[Stored data]
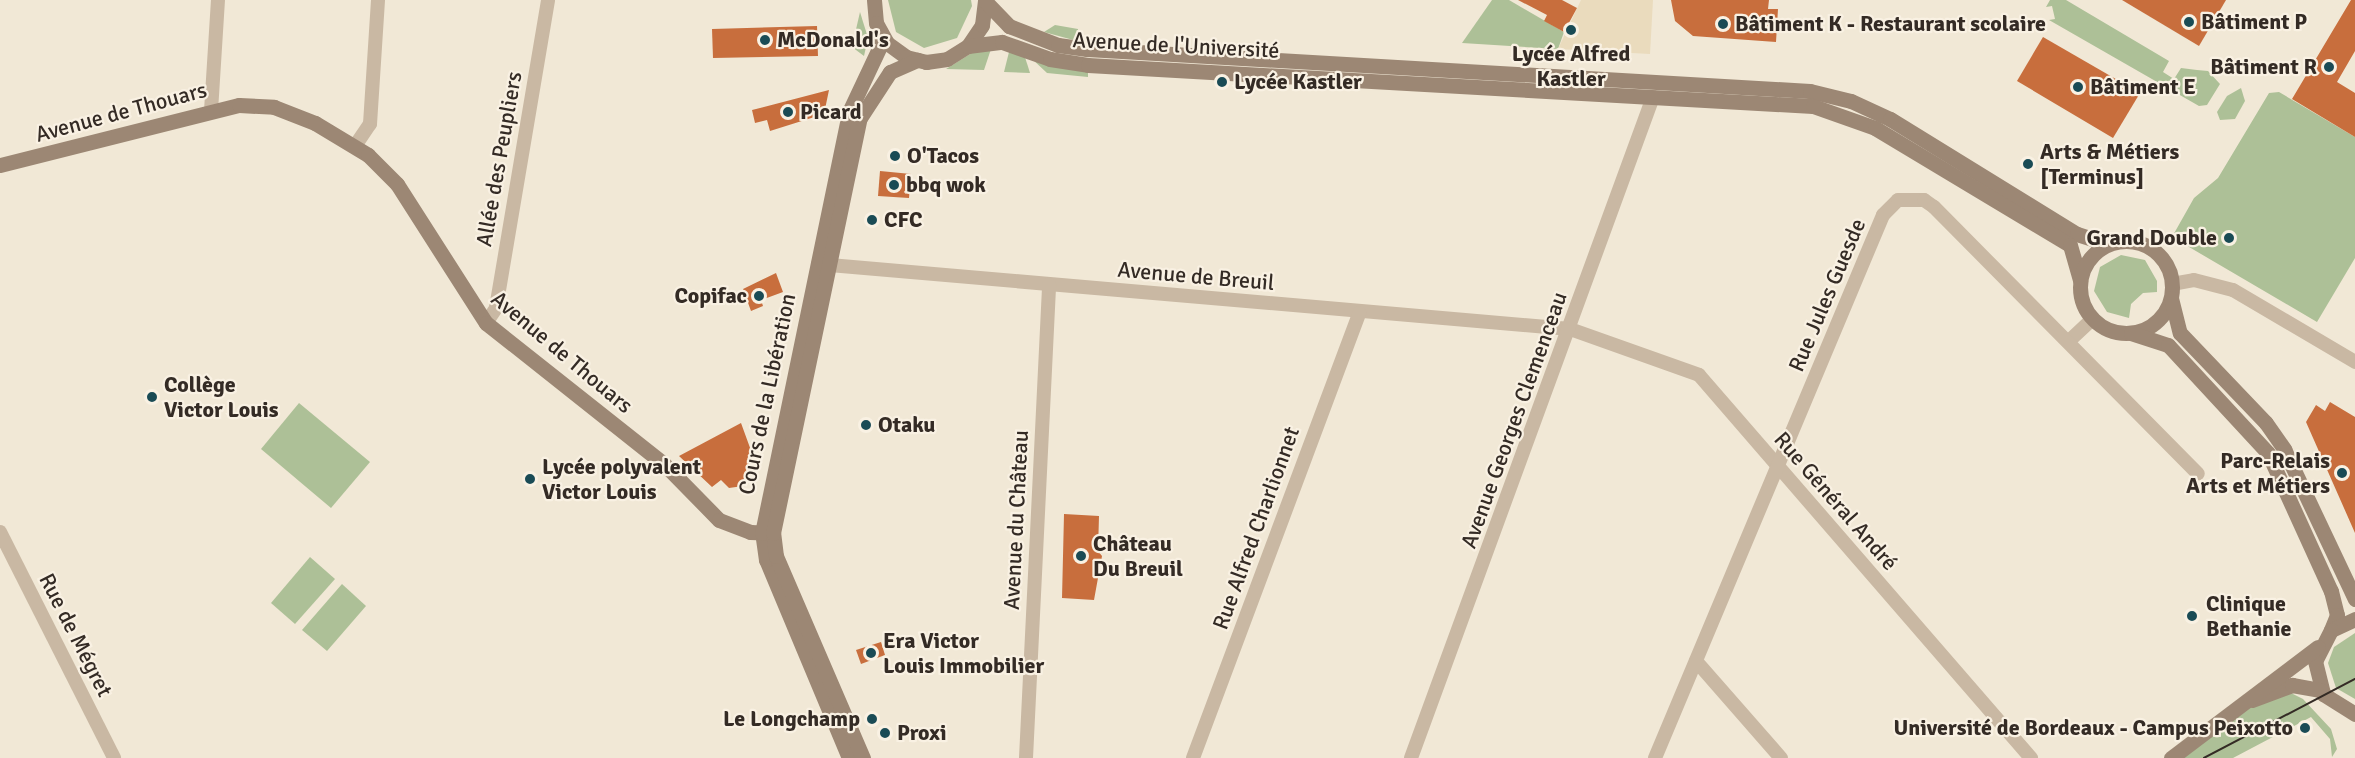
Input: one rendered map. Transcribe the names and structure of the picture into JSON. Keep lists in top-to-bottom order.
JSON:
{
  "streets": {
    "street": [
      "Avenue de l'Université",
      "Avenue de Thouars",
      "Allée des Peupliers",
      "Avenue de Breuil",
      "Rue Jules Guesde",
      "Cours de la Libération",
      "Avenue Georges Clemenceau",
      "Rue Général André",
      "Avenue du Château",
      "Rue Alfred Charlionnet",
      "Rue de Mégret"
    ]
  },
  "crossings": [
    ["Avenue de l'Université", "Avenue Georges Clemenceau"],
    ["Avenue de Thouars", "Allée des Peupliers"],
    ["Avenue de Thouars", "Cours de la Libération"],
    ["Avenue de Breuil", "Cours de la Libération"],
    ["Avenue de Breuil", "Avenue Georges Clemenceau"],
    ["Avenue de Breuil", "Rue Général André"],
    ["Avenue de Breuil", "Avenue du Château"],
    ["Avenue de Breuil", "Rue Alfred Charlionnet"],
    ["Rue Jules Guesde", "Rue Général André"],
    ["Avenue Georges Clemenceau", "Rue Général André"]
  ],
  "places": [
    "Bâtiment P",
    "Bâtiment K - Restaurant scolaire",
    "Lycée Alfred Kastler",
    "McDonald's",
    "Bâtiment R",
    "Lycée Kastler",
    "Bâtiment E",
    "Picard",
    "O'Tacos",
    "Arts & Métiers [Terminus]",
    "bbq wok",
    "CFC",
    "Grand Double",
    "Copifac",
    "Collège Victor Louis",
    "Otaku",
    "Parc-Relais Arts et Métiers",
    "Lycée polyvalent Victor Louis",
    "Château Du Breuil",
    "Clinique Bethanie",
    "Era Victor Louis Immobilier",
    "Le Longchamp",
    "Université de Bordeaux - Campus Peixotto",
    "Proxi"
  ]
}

- Task details -
Note down each line above where the word "Thouars" occurs.

- Answer section -
      "Avenue de Thouars",
    ["Avenue de Thouars", "Allée des Peupliers"],
    ["Avenue de Thouars", "Cours de la Libération"],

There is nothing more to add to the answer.